Finding the next people to join in with Shalom House is a specific case of our larger everyday search. We are scouring the region looking for the people God is nudging into Circle of Hope. Being “in” Circle of Hope is a relative concept, of course. A man who lives in Brooklyn most of the time was at the PM last night and considers himself a part of BW. People who aren’t part of a cell and who attend a PM randomly consider themselves part of “Circle.” Their slight attachment brings up the question, “Can we do the work of Jesus without all the trappings of church – all the meetings, common bank accounts and obligations?” Do we need an organization to be our organism?”
People certainly think they can do without the Church. On the one hand, it is good that they feel like they carry their faith in their heart on their own and don’t require a lot of handling or support. On the other hand, it is so common that people lose their faith by swimming alone in the sea of opposition that it is a wonder that jumping overboard is so popular. We Christians in the U.S. are kind of a strange species; our strongest swimmers are often the ones who jump ship. They are busy with a brilliant, individual life that is conceptually attached to the body of Christ, but practically, is not much of an incarnation. Sometimes they parachute into “missionary” places looking for more individuals, such as themselves, who will leave their community to live an individualistic Christian life and find themselves having a tough time being connected to their own neighborhood (unlike the people they meet), because they don’t connect — at least for very long.
I suppose it comes down to the big question, “Could someone do the work of Jesus without Jesus?” No one reading this is likely to answer, “Sure!” But I am not so sure a lot of us aren’t trying it. The great challenge of turning from our godless way of life to a God-filled way of life is following the living Lord in the day to day, being an incarnation of Jesus as a member of his incarnation, the body of Christ, the church. The past 100 years of Christianity, in particular, seems to have allowed the faith to be one among many religions, a personal decision about meaning, a private experience that can’t be transferred, a “spiritual” matter, not a practical, legal, political, genetic or sociological matter, a collage of concepts, not a relationship with God.

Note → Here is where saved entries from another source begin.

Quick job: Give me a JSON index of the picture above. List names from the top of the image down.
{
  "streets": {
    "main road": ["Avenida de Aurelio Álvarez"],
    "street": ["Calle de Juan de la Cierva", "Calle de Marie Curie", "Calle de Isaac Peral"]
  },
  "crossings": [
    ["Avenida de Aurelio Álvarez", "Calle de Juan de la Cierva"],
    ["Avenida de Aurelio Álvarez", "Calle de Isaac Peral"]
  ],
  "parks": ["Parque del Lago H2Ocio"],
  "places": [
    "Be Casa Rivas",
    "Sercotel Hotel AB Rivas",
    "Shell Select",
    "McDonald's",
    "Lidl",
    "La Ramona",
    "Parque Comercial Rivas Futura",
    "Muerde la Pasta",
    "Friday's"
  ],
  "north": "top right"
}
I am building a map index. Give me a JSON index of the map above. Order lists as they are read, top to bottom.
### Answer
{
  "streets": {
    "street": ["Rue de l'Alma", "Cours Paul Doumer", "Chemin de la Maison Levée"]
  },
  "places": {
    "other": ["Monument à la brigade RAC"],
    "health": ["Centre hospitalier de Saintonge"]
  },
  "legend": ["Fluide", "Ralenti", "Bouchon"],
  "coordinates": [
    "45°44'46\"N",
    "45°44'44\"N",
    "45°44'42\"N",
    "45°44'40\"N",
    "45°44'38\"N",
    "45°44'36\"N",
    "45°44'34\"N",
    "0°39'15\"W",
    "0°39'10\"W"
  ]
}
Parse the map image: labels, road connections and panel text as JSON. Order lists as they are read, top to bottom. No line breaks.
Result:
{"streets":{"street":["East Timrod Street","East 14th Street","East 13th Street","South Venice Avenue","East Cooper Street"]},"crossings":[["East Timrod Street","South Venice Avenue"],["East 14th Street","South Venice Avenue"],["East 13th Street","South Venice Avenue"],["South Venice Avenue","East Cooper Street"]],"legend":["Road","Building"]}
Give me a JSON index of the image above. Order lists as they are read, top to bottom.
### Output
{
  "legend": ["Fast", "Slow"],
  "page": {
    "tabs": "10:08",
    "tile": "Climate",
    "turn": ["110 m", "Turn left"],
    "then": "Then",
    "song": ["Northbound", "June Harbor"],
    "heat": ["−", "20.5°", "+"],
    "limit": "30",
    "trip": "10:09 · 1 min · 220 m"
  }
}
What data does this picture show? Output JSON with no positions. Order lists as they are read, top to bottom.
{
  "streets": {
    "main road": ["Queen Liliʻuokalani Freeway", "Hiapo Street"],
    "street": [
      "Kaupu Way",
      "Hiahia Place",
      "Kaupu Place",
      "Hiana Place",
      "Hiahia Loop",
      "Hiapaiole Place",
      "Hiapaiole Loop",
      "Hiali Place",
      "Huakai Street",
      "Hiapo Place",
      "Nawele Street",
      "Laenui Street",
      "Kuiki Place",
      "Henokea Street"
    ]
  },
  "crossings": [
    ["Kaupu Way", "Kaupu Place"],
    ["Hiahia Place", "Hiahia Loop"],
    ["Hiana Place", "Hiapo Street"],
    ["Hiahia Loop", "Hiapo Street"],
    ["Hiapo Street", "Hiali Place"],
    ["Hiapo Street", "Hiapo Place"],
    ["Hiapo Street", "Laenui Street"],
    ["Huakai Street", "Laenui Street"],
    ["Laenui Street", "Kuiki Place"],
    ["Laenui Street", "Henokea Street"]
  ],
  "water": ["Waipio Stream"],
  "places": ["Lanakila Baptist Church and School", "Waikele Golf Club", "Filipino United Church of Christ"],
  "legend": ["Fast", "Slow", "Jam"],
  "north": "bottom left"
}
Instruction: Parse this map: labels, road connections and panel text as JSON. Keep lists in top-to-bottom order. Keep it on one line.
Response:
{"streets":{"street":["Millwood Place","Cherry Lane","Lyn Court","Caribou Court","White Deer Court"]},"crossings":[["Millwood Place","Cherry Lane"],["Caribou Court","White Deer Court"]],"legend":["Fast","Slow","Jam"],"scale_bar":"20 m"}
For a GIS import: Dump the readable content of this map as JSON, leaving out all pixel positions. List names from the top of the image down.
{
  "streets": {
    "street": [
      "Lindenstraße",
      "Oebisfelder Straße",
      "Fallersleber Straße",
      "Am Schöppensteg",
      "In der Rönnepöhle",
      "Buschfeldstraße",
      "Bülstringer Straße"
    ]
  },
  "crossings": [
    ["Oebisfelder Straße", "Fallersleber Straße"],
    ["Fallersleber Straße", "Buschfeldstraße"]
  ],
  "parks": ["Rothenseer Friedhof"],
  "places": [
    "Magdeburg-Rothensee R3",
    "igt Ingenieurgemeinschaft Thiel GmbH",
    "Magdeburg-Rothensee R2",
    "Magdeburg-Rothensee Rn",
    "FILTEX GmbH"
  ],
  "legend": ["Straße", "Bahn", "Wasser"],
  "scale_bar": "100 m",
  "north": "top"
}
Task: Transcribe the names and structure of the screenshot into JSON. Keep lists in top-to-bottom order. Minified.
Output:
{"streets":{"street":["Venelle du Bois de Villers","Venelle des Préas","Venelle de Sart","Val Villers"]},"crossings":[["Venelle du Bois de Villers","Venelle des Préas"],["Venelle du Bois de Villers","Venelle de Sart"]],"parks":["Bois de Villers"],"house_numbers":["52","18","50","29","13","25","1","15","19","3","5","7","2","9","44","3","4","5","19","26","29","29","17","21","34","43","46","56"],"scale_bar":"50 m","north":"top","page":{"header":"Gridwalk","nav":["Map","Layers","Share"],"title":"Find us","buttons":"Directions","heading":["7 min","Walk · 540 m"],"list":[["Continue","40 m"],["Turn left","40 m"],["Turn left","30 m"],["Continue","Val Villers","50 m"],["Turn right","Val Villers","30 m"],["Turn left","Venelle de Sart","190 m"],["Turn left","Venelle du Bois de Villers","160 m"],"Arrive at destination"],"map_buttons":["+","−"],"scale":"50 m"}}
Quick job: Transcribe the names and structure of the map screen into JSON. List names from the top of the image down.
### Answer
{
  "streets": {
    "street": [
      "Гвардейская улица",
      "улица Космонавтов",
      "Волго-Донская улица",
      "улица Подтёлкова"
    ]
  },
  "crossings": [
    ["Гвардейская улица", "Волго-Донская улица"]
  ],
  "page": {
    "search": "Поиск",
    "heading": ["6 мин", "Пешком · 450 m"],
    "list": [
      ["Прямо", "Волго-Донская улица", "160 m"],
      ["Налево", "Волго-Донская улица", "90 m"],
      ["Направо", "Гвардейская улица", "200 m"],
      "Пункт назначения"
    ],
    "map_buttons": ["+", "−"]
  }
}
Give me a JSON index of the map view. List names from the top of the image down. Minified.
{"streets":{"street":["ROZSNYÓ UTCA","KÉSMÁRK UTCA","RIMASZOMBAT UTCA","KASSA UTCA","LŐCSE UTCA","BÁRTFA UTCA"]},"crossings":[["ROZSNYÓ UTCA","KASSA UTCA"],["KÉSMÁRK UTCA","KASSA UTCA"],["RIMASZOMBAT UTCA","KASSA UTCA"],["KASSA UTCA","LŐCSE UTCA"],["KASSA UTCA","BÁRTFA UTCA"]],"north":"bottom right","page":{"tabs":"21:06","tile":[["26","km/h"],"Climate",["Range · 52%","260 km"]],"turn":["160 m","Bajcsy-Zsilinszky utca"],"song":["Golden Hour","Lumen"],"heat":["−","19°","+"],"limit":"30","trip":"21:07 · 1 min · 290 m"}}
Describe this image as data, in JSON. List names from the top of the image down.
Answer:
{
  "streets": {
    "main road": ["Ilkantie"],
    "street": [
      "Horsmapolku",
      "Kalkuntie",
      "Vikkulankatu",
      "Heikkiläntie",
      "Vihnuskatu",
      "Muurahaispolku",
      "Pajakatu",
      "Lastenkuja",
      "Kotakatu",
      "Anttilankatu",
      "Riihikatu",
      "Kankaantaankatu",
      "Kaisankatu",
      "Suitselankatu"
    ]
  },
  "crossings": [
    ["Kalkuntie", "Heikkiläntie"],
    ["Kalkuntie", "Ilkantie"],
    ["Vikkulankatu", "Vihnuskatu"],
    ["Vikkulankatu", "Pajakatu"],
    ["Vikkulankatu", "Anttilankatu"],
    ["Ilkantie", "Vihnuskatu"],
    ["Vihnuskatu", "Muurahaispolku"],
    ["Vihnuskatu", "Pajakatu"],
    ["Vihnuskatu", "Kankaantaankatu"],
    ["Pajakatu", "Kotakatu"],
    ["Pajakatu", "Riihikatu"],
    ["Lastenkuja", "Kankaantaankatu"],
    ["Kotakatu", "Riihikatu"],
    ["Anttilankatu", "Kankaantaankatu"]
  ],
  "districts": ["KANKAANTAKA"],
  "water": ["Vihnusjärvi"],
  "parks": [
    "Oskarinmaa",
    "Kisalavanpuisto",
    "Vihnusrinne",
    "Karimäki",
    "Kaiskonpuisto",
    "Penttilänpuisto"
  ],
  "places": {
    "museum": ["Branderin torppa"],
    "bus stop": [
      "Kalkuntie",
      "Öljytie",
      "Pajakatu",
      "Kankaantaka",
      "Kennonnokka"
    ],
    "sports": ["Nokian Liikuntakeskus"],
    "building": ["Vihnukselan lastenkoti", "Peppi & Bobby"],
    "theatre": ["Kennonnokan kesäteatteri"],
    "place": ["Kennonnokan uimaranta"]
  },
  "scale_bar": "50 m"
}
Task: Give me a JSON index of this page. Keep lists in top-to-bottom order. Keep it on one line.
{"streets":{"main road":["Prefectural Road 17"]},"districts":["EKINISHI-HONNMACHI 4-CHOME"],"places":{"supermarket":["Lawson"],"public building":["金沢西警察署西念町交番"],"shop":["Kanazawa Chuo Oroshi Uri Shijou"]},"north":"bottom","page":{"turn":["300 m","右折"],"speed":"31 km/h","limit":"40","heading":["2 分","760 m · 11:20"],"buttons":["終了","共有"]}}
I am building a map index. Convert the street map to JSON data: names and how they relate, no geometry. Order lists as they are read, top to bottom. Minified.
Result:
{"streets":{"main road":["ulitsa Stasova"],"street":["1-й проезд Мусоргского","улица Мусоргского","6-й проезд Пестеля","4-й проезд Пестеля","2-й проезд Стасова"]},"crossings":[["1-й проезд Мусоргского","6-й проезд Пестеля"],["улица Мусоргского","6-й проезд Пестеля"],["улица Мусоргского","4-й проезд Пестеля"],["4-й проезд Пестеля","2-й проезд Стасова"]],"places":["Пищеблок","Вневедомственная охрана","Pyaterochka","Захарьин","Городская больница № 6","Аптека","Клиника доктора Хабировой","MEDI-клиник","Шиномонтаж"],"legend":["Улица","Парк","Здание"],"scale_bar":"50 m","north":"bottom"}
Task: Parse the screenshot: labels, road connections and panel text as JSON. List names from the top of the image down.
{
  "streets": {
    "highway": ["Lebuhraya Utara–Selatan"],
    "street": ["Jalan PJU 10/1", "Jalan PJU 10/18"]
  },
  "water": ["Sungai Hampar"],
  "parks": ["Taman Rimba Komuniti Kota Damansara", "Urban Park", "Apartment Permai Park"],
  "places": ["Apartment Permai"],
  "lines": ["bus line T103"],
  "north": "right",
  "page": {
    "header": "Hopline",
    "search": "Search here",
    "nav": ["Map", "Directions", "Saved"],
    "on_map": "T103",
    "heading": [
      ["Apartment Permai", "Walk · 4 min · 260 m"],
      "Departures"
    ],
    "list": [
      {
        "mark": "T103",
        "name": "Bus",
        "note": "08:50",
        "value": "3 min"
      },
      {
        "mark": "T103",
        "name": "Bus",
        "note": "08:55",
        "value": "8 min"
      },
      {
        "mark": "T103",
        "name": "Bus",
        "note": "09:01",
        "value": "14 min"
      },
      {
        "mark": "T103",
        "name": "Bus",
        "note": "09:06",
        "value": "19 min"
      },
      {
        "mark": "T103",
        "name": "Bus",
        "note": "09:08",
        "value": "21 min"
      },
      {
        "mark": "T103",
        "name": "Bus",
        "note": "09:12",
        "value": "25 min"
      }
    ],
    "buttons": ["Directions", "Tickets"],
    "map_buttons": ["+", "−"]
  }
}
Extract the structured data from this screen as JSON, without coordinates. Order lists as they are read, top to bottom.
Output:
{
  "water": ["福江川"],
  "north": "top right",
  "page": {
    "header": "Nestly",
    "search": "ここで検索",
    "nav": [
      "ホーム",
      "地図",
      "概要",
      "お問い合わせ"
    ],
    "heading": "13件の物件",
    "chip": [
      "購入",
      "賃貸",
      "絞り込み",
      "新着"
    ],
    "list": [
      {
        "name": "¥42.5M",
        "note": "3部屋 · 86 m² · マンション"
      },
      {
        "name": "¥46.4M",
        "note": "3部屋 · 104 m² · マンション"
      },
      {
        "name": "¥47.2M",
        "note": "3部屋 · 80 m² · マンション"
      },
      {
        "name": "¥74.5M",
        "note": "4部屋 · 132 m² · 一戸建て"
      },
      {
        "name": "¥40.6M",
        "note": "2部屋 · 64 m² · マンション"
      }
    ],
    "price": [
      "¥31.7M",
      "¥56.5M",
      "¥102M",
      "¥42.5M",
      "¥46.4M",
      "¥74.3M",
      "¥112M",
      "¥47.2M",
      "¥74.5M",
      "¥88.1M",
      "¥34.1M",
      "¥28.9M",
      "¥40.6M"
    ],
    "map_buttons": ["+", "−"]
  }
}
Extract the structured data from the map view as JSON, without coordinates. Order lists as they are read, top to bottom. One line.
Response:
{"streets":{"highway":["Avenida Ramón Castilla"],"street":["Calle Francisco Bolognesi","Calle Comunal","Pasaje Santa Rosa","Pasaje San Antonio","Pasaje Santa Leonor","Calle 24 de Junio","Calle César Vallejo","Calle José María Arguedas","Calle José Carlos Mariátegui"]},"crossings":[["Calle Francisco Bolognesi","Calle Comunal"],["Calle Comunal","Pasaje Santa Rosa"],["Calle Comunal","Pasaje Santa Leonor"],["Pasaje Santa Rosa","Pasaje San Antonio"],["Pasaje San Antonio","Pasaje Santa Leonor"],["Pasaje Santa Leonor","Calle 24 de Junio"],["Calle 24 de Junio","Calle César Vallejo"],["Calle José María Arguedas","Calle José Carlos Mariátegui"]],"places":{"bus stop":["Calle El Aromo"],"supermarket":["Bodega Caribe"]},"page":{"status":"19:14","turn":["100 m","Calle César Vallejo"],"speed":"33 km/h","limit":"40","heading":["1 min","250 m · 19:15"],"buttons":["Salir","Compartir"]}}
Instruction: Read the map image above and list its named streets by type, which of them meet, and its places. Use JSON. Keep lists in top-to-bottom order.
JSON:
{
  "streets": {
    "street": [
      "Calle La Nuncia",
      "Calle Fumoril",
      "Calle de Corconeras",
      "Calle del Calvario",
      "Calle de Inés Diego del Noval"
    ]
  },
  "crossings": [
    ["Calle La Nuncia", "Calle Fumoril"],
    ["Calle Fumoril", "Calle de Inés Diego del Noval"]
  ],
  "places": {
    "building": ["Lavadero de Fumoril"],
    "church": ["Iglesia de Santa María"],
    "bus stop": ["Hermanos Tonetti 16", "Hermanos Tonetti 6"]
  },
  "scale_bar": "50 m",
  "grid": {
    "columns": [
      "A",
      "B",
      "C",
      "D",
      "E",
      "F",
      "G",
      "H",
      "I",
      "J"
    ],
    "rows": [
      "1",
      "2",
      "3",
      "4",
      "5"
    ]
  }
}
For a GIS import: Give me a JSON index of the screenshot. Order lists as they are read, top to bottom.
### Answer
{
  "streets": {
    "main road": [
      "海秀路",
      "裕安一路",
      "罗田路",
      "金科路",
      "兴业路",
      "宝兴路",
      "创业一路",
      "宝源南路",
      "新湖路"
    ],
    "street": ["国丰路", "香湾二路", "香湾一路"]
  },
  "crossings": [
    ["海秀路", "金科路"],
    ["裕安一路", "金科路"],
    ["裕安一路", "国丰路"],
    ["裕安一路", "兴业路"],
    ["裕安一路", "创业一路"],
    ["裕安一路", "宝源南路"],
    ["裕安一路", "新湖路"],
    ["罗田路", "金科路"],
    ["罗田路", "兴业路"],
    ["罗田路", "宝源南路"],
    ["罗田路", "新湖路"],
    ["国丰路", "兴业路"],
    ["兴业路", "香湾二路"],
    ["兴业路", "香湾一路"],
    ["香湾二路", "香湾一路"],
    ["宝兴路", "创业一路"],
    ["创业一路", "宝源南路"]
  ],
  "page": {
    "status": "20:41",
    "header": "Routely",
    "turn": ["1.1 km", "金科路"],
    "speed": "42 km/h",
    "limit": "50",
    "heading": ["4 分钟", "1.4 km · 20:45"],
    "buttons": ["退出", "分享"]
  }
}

Advent is the season when we are reminded that we can’t do the work of God without God-with-us. I suppose the fact that the season of Advent seems kind of weird to many Christians reflects our desertion of the doctrine of the incarnation — so many of us are mainly concerned about right thinking or the heat of our personal feelings and less concerned with right living. But, as Paul says, “The only thing that counts is faith expressing itself through love.” (Gal 5:6) and “Neither circumcision nor uncircumcision [or any other argument] means anything; what counts is a new creation.” (Gal. 6:15) Advent calls us to express our faith in God expressing his love — in a body, in time, in creation by birthing a new creation. We might prefer a more convenient “salvation,” one more personalized to our needs and desires. But we can’t do without the one we’ve been given.